§ DATA FOR PROCESSING
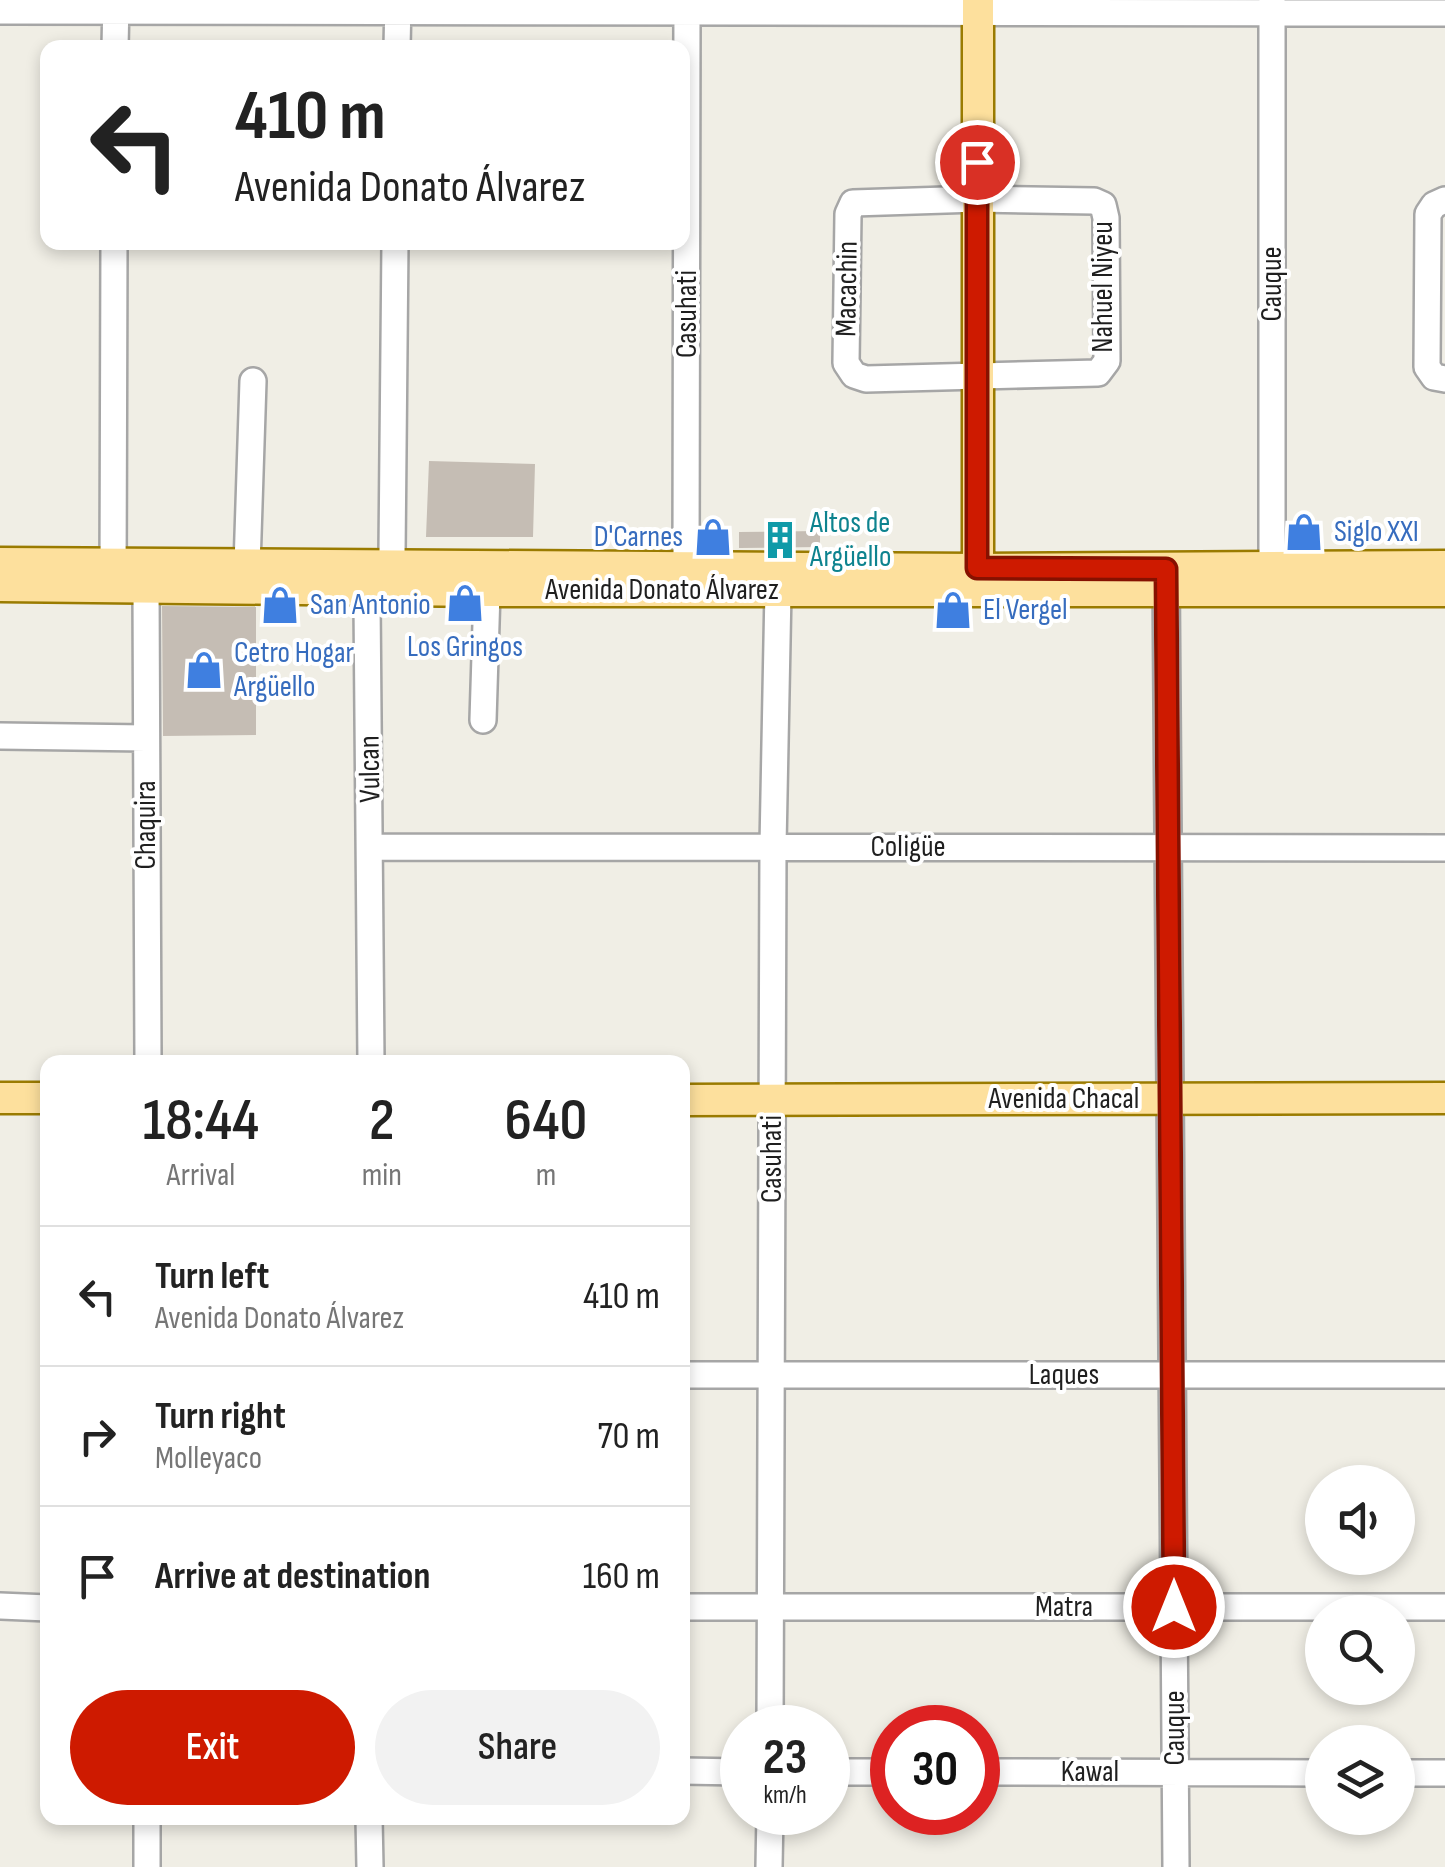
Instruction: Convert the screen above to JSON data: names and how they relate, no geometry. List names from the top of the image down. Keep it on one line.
{"streets":{"main road":["Avenida Donato Álvarez","Avenida Chacal"],"street":["Cauque","Nahuel Niyeu","Macachin","Casuhati","Vulcan","Chaquira","Coligüe","Laques","Matra","Kawal"]},"crossings":[["Cauque","Avenida Donato Álvarez"],["Cauque","Coligüe"],["Cauque","Avenida Chacal"],["Cauque","Laques"],["Cauque","Matra"],["Cauque","Kawal"],["Nahuel Niyeu","Macachin"],["Casuhati","Avenida Donato Álvarez"],["Casuhati","Coligüe"],["Casuhati","Avenida Chacal"],["Casuhati","Laques"],["Casuhati","Matra"],["Avenida Donato Álvarez","Vulcan"],["Avenida Donato Álvarez","Chaquira"],["Vulcan","Coligüe"]],"places":{"shop":["Siglo XXI","D'Carnes","Los Gringos","San Antonio","El Vergel","Cetro Hogar Argüello"],"building":["Altos de Argüello"]},"page":{"turn":["410 m","Avenida Donato Álvarez"],"eta":["18:44","Arrival","2","min","640","m"],"list":[{"name":"Turn left","note":"Avenida Donato Álvarez","value":"410 m"},{"name":"Turn right","note":"Molleyaco","value":"70 m"},{"name":"Arrive at destination","value":"160 m"}],"buttons":["Exit","Share"],"speed":"23 km/h","limit":"30"}}
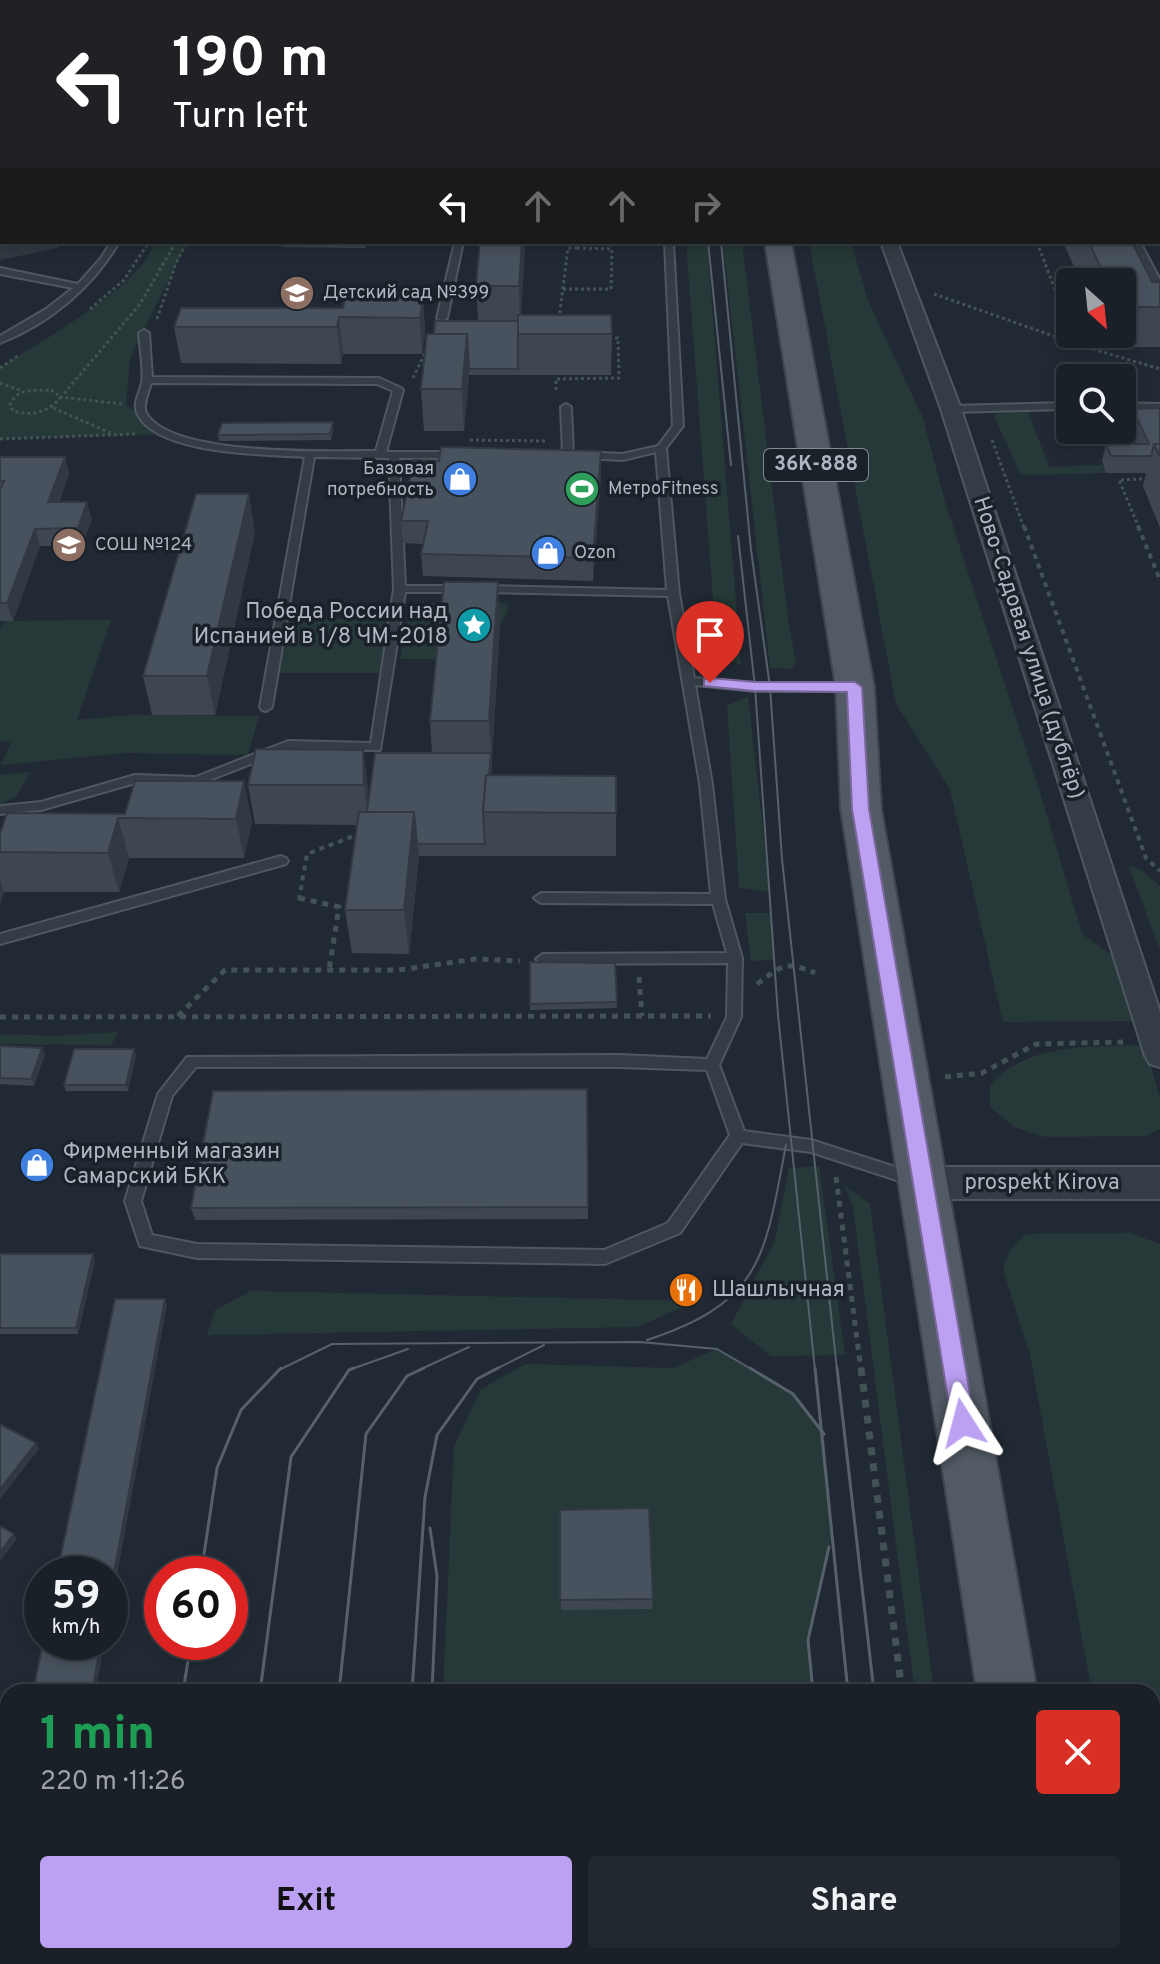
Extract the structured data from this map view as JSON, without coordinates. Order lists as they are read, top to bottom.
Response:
{
  "streets": {
    "main road": ["36К-888"],
    "street": ["Ново-Садовая улица (дублёр)", "prospekt Kirova"]
  },
  "crossings": [
    ["36К-888", "prospekt Kirova"]
  ],
  "places": {
    "school or university": ["Детский сад №399", "СОШ №124"],
    "shop": ["Базовая потребность", "Ozon", "Фирменный магазин Самарский БКК"],
    "sports": ["МетроFitness"],
    "place": ["Победа России над Испанией в 1/8 ЧМ-2018"],
    "restaurant": ["Шашлычная"]
  },
  "north": "bottom right",
  "page": {
    "turn": ["190 m", "Turn left"],
    "speed": "59 km/h",
    "limit": "60",
    "heading": ["1 min", "220 m · 11:26"],
    "buttons": ["Exit", "Share"]
  }
}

§ EXERCISE INSTRUCTIONS
Repeat only the lines between the start of the data and the line with "Extract the structured", including those two lines, and skip the pictures.

§ OUTPUT FOR THIS TASK
Instruction: Convert the screen above to JSON data: names and how they relate, no geometry. List names from the top of the image down. Keep it on one line.
{"streets":{"main road":["Avenida Donato Álvarez","Avenida Chacal"],"street":["Cauque","Nahuel Niyeu","Macachin","Casuhati","Vulcan","Chaquira","Coligüe","Laques","Matra","Kawal"]},"crossings":[["Cauque","Avenida Donato Álvarez"],["Cauque","Coligüe"],["Cauque","Avenida Chacal"],["Cauque","Laques"],["Cauque","Matra"],["Cauque","Kawal"],["Nahuel Niyeu","Macachin"],["Casuhati","Avenida Donato Álvarez"],["Casuhati","Coligüe"],["Casuhati","Avenida Chacal"],["Casuhati","Laques"],["Casuhati","Matra"],["Avenida Donato Álvarez","Vulcan"],["Avenida Donato Álvarez","Chaquira"],["Vulcan","Coligüe"]],"places":{"shop":["Siglo XXI","D'Carnes","Los Gringos","San Antonio","El Vergel","Cetro Hogar Argüello"],"building":["Altos de Argüello"]},"page":{"turn":["410 m","Avenida Donato Álvarez"],"eta":["18:44","Arrival","2","min","640","m"],"list":[{"name":"Turn left","note":"Avenida Donato Álvarez","value":"410 m"},{"name":"Turn right","note":"Molleyaco","value":"70 m"},{"name":"Arrive at destination","value":"160 m"}],"buttons":["Exit","Share"],"speed":"23 km/h","limit":"30"}}
Extract the structured data from this map view as JSON, without coordinates. Order lists as they are read, top to bottom.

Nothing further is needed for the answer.